Я вздыхаю, прислонившись бедром к ручке.
— Пять тысяч квадратных футов.
— Я жил в приемной семье с чуваком, который выбивал из меня дурь каждый день. Так продолжалось, пока я не уходил спать на скамейку.
Он ждет от меня реакции, сжимая рукой затылок лысой головы, как будто она все еще хранит отпечатки боли.
— Фрэнки, я... — Я понятия не имею, что сказать. Я не особо хороша в ситуациях, где требуется сочувствие. Если честно, то я не уверена, что обладаю этим геном.

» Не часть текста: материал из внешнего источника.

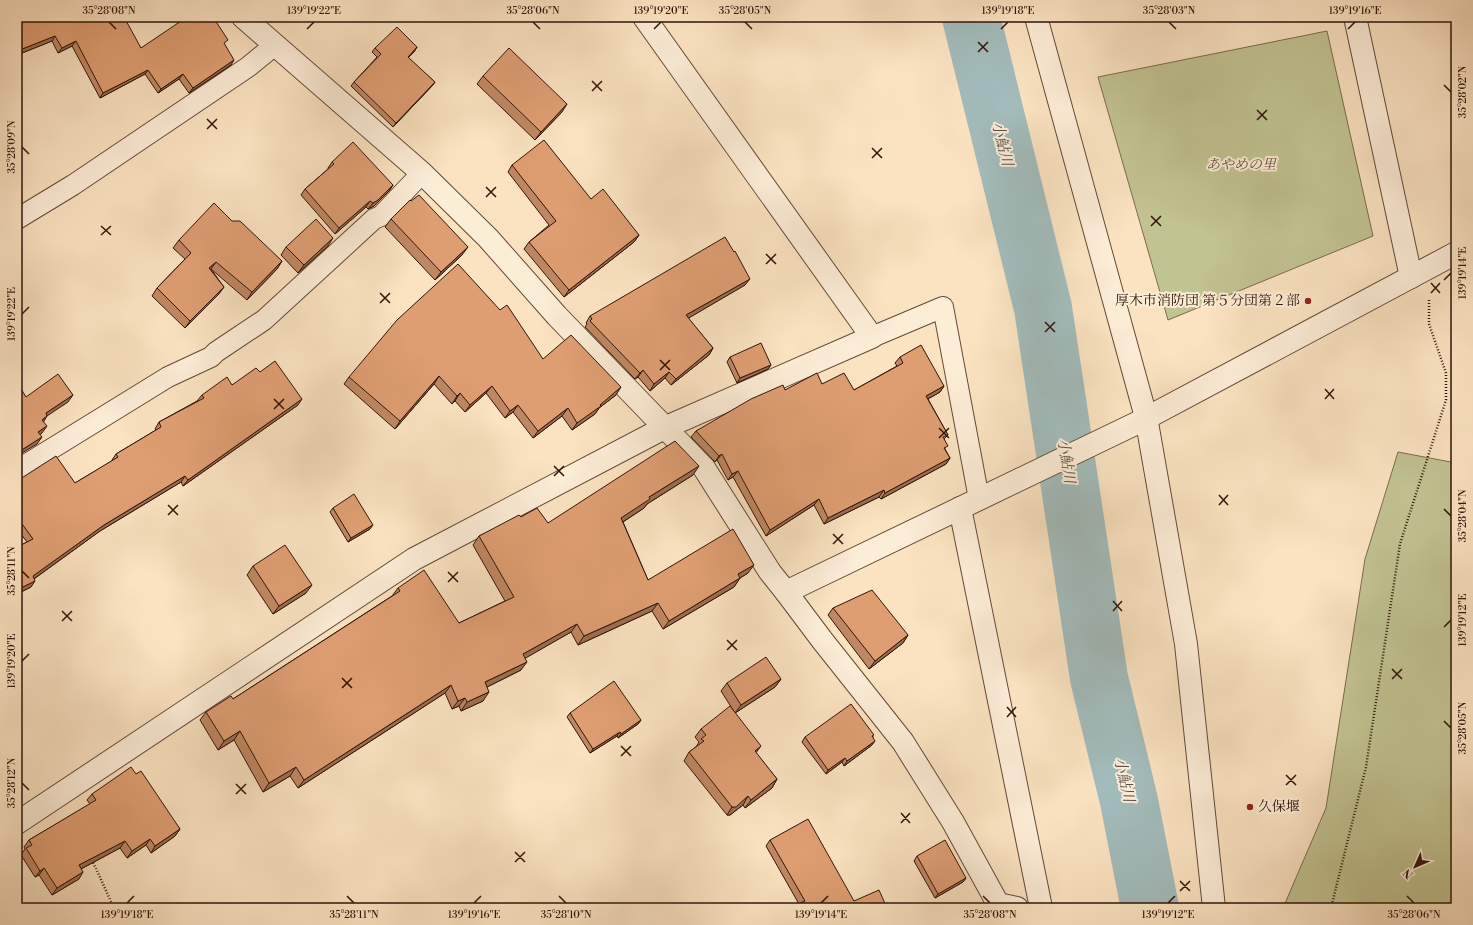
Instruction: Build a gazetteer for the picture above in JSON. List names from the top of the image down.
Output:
{
  "water": ["小鮎川"],
  "parks": ["あやめの里"],
  "places": ["厚木市消防団 第５分団第２部", "久保堰"],
  "north": "bottom left",
  "coordinates": [
    "35°28'08\"N",
    "139°19'22\"E",
    "35°28'06\"N",
    "139°19'20\"E",
    "35°28'05\"N",
    "139°19'18\"E",
    "35°28'03\"N",
    "139°19'16\"E",
    "35°28'02\"N",
    "35°28'09\"N",
    "139°19'14\"E",
    "35°28'04\"N",
    "35°28'11\"N",
    "139°19'12\"E",
    "35°28'12\"N",
    "35°28'10\"N"
  ]
}
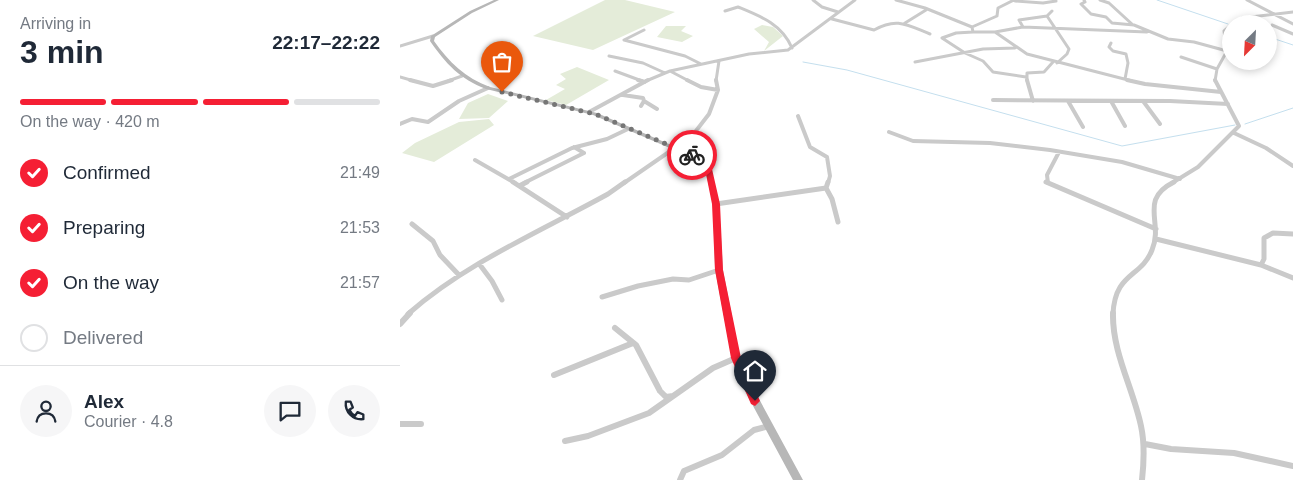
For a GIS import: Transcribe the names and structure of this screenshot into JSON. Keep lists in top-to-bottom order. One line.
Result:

— Сколько ты зарабатываешь в год? — продолжает он свои пытки.
— Девять миллионов.
Мой голос едва громче шепота, потому что даже для моих ушей это звучит ужасно претенциозно. Кто, мать вашу, заслуживает девять миллионов долларов за то, что выпячивает губы и светит жопой?
Фрэнки даже не вздрагивает.
— Я зарабатываю пятнадцать тысяч пятьсот долларов, и охуенно счастлив получать их. Знаешь почему? Потому что я знаю, что это все, что босс может себе позволить. — Он обводит комнату рукой. — Центр приносит дерьмовые деньги, но он держит его ради нас.
— Я понятия не имела.
— Ты спросила меня, почему я называю тебя Снежинкой, — начинает он, смотря, как я прижимаю к себе ручку швабры. — Это из-за того, что твоя кожа белее этого мира.
Я ничего не отвечаю. Не могу. К этому разговору невозможно вернуться. Вместо этого я концентрируюсь на мытье, словно оно атрофирует все клетки моего мозга. В конце концов, я замечаю, что Фрэнки ушел, присоединившись к остальным или к чуваку на ресепшене, поэтому провожу остаток утра, самостоятельно выясняя, что необходимо сделать. Я никогда в жизни не убиралась. Тем не менее, последнее, что я хочу сделать — это привлечь к себе внимание, так что к обеду я грязная, уставшая и не уверенная, что все сделала правильно.
Или если всем все равно, то уверена, что Кэри — нет.